The investigative beat: long-form corpus building
For investigative reporters working a beat over months, the value of transcripts compounds. A reporter covering a single sprawling story — corporate misconduct, political corruption, institutional failure — typically conducts 30-100 interviews across the life of the project. Without transcripts, each interview is a discrete event whose substance lives in the reporter's head and in scrawled notebook pages. With transcripts, the entire interview corpus is a queryable archive that surfaces patterns no individual conversation reveals.
Three workflows the corpus enables:
- Cross-source verification: source A made a specific claim about an event; sources B and C independently described the same event. Grep across all transcripts for the date or detail in question, find every source's account, compare for consistency.
- Inconsistency detection: a source said one thing in March and a different thing in August. Searchable transcripts make this trivial to spot; without them, the reporter would have to remember two months apart that the same source addressed the same topic differently.
- Source mapping: who told you about whom? An archive of transcripts surfaces the social graph of the story — which sources mentioned which other people, what relationships exist that weren't obvious from any one interview.
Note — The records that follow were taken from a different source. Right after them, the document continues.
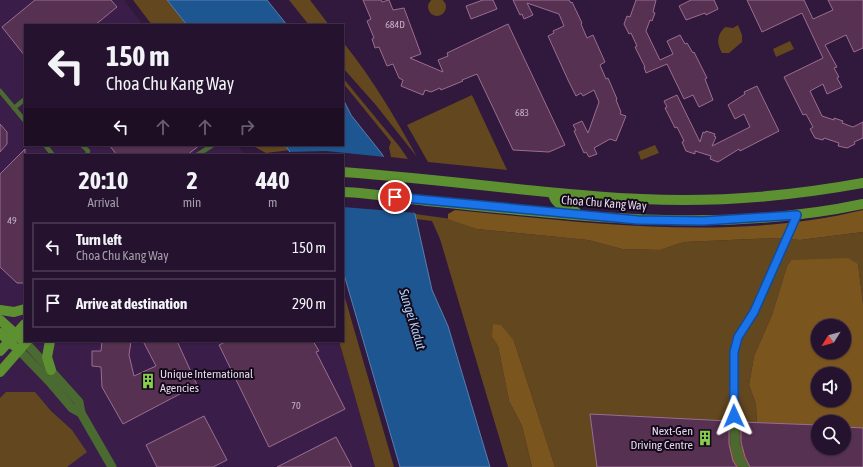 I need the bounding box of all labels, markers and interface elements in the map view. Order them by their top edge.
house number: 684D [385,19,405,30]
icon: left [40,40,92,92]
text: 150 m [106,40,169,72]
text: Choa Chu Kang Way [106,73,234,94]
house number: 683 [515,107,529,118]
icon: left [110,116,132,138]
icon: ahead [152,116,174,138]
icon: ahead [194,116,216,138]
icon: right [236,116,258,138]
text: 20:10 [78,167,128,194]
text: 2 [186,167,198,194]
text: 440 [256,167,290,194]
pin [378,180,412,214]
icon: arrive [384,186,406,208]
street label: Choa Chu Kang Way [561,193,647,213]
text: Arrival [87,195,119,210]
text: min [183,195,201,210]
text: m [268,195,277,210]
house number: 49 [7,215,17,226]
text: Turn left [76,231,122,248]
icon: left [42,236,64,258]
text: 150 m [292,239,326,256]
text: Choa Chu Kang Way [76,248,169,263]
water label: Sungei Kadut [396,286,429,352]
icon: arrive [42,292,64,314]
text: Arrive at destination [76,295,187,312]
text: 290 m [292,295,326,312]
north arrow [811,319,851,359]
map controls [811,319,851,455]
place label: Unique International Agencies [160,367,254,395]
button: sound [811,367,851,407]
building icon: Unique International Agencies [139,372,157,390]
position arrow [713,395,755,437]
house number: 70 [291,400,301,411]
button: search [811,415,851,455]
place label: Next-Gen Driving Centre [631,424,693,452]
building icon: Next-Gen Driving Centre [696,429,714,447]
For the investigative reporter, the transcript corpus is a research tool that didn't exist before. The technical underpinnings of the search workflows are at building a searchable audio archive.
The bottom line for daily reporting
Record interview → upload to audio-to-markdown → download structured .md → quote and verify → archive with original audio. For sensitive sources, swap step 2 for OSS Whisper locally so the audio never leaves your machine. For mass review of large interview corpora, see building a searchable audio archive. Total time saved per week of source interviews: typically 8-15 hours, depending on volume. Time recovered to do actual reporting.